An Act Strengthening the Probate Court System would affect roughly 316 probate court employees in 54 probate courts and six regional children’s probate courts.
Currently, probate court employees are considered employees of the probate judge, who is elected every four years. Judges and employees receive retirement benefits through the state but pay more for healthcare costs than state employees.
If unionized, the probate court employees would be allowed to collectively bargain for wages, benefits and work conditions and have the ability to file grievances. A similar bill in 2015 estimated the cost to be anywhere from $400,000 to $1 million depending on how probate court employees were organized.
Union officials from AFSCME, SEIU and AFL-CIO testified in support of the bill, along with probate court workers who say they should be counted as state employees and allowed to collectively bargain.
Probate court employees who submitted testimony expressed concerns over job security and pointed out that superior court clerks and probate court administrators are considered state employees.
“We pay more for our benefits and receive smaller hourly wages than similar Connecticut State Employees,” according to testimony submitted by Naugatuck Probate Court clerks. “Probate Clerk’s work ‘at the pleasure of the Judge,’ which in turn means that every election our job is at stake. We work hard every day, despite having no job security, and working without protection.”
AFL-CIO President Sal Luciano testified that probate court employees were paid less than similar state employees and can lose their jobs if the probate judge loses an election or retires. He also noted “they can be fired for speaking up.”
The bill, however, was opposed by the Council of Small Towns and the Office of the Probate Court Administrator.
Probate Court Administrator Beverly K. Streit-Kefalas wrote the bill would “impair an elected official’s ability to hire and supervise his or her direct staff,” that the fiscal implications “will be significant” and that “the bill leaves numerous critical issues unanswered.”
Betsy Gara, executive director of COST, wrote “municipalities have a tremendous stake in ensuring that the probate court system remains financially viable so that towns are not required to incur any additional costs or provide with additional in-kind contributions to support the system.”
Municipalities currently pay for office equipment, management systems and insurance for probate courts “all at considerable cost to the municipalities within the district,” Gara wrote.
Probate courts handles trusts and estates, conservatorships, children’s issues, intellectual disability issues and mental health commitments.
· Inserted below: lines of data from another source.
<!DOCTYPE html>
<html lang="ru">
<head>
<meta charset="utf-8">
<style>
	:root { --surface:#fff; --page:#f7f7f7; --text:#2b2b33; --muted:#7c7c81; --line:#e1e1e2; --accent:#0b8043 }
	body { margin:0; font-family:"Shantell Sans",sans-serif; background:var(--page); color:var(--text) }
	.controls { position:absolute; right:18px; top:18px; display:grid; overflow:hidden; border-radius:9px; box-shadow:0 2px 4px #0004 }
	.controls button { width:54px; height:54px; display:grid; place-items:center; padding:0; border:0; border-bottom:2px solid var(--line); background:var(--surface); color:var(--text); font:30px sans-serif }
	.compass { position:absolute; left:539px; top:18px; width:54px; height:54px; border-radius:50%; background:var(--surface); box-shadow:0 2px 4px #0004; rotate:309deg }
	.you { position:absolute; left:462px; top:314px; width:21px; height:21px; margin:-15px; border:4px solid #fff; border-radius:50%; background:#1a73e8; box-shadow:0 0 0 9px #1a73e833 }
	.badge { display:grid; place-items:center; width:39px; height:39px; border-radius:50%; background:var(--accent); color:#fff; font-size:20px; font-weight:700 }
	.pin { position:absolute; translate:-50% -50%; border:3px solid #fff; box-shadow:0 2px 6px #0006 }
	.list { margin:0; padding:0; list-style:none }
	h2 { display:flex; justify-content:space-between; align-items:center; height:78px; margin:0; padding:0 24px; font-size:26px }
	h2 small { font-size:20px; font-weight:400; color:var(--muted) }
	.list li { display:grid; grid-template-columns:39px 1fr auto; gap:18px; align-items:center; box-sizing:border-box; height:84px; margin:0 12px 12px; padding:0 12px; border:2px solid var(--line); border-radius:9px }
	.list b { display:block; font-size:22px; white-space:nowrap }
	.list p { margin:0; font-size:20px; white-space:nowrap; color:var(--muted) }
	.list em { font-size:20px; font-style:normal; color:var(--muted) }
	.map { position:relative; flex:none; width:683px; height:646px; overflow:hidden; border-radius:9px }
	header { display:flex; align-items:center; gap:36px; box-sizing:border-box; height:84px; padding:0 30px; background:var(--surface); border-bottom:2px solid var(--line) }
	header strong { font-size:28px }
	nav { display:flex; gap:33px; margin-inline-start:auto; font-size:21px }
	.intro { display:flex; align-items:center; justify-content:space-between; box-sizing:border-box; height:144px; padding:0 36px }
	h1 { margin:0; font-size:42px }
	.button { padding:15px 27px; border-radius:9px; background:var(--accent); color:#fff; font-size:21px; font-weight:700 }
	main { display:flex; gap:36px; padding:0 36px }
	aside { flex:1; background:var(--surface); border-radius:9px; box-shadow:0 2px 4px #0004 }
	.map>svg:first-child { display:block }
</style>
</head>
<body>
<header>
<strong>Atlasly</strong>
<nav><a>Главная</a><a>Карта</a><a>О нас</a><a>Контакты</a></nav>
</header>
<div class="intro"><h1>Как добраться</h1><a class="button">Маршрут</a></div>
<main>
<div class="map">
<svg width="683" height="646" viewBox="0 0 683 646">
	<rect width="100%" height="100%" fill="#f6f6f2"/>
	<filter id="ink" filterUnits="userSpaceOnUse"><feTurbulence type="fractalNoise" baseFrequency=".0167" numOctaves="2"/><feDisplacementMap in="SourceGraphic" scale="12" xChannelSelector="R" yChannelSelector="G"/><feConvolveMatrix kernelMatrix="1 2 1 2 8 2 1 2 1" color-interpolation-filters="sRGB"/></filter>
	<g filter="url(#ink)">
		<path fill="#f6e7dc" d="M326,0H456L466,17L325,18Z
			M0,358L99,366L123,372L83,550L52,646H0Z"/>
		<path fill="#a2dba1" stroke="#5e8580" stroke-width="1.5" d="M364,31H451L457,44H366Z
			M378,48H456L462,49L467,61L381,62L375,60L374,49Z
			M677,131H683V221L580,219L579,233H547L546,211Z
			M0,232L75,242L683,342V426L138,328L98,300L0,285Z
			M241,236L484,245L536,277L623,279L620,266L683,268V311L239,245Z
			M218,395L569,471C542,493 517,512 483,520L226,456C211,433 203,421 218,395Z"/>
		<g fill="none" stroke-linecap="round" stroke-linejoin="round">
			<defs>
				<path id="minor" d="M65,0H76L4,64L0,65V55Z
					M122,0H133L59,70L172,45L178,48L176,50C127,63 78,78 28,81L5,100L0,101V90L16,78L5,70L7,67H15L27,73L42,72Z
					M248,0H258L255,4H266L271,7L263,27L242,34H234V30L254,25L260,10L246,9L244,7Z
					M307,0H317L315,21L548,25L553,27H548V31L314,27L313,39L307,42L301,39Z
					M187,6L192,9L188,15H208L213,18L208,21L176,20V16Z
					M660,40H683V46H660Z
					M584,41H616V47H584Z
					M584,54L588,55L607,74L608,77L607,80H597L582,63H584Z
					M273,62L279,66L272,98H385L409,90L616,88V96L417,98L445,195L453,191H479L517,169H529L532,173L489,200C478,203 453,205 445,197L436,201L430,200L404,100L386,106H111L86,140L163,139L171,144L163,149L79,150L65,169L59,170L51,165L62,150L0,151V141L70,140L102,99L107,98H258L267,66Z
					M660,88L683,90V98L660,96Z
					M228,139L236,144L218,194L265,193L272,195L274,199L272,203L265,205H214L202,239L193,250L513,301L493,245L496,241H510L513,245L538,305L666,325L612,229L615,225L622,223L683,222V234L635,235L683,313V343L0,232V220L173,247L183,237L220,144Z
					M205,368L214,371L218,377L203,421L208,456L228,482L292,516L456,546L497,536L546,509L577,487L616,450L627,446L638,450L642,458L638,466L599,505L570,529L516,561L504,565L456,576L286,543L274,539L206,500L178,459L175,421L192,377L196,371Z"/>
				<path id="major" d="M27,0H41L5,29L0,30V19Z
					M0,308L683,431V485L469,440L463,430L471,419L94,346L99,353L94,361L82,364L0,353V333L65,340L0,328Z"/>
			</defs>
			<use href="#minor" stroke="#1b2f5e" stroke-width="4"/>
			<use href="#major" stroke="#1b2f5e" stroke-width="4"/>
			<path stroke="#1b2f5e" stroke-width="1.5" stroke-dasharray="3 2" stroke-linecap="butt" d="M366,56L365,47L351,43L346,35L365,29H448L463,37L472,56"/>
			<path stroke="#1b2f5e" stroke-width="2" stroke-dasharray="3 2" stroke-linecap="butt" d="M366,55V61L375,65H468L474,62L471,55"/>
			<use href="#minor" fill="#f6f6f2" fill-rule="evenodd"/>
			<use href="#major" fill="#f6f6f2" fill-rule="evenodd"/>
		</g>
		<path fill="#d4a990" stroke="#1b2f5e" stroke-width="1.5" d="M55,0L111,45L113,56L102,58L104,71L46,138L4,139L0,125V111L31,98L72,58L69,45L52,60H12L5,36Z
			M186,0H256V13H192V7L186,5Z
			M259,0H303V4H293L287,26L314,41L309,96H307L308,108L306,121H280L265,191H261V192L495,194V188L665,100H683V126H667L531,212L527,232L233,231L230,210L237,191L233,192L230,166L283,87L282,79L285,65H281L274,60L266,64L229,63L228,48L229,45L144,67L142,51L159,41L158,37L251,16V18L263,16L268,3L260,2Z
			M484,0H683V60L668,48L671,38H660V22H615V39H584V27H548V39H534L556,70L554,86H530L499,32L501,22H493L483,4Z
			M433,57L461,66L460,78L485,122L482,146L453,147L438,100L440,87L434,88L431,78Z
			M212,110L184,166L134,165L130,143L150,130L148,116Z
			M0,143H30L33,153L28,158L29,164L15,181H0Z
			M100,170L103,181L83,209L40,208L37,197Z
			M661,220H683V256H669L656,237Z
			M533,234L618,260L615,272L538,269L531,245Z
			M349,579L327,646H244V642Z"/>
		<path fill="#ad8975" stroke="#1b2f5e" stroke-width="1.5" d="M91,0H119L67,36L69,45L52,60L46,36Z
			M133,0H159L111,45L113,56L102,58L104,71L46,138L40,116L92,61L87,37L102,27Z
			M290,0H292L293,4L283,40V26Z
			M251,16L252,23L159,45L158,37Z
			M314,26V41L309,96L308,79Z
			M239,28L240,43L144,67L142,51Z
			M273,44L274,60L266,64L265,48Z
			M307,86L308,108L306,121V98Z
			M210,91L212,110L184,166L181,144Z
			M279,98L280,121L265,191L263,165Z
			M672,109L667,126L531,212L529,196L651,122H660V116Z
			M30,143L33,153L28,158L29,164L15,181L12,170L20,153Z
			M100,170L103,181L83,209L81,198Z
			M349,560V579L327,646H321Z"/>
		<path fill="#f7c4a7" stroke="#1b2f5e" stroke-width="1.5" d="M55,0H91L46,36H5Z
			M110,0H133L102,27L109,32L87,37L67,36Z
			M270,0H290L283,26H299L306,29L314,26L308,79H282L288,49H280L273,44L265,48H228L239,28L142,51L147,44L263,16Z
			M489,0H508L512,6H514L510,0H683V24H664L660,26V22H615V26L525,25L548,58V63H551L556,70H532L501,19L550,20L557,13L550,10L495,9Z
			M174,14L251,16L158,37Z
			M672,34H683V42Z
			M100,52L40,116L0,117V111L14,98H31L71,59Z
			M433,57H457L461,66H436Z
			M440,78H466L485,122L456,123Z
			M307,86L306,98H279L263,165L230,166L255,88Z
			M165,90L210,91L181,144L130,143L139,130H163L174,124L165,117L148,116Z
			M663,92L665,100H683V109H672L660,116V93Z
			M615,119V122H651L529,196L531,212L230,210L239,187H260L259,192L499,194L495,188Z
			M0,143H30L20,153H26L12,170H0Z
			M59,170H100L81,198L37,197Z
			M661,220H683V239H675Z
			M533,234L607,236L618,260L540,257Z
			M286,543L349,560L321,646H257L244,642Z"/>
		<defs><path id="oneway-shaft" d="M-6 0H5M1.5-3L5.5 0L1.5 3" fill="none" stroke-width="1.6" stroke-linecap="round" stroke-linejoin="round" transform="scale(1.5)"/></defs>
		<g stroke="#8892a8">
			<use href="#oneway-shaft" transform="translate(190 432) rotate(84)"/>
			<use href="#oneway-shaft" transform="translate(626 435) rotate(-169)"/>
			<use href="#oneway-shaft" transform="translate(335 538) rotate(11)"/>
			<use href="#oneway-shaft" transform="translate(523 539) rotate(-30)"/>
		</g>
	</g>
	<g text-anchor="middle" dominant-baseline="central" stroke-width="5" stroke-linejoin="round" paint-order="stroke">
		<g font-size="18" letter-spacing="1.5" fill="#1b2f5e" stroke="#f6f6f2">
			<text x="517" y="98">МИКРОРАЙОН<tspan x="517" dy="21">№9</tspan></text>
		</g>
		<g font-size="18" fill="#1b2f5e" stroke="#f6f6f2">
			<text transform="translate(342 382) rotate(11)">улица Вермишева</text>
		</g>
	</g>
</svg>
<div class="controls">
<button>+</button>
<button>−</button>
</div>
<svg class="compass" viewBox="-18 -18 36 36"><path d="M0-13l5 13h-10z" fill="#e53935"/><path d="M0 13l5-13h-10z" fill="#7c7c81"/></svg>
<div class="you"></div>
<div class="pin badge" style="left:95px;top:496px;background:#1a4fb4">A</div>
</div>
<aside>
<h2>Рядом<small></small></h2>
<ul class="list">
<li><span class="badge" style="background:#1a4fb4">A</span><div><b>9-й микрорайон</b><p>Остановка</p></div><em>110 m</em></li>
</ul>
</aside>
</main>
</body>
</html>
Connecticut’s probate court system underwent a major restructuring in 2009 to avoid financial collapse and to bring uniform pay rates and benefits to probate employees. The restructuring saved the state $10 million over two years and kept the probate court system operating.
The last time this issue came before the Labor Committee was in 2017. The bill received minimal public hearing comment and was not voted on by the Labor Committee.
Patricia Saviano, president of Connecticut Association of Probate Clerks, wrote in 2017 that less than 15 percent of probate court employees favored unionization and noted that CAPC was not part of the effort.
“We can only assume it is being pursued from a source outside the probate court system or by individuals in their own capacity,” Saviano said.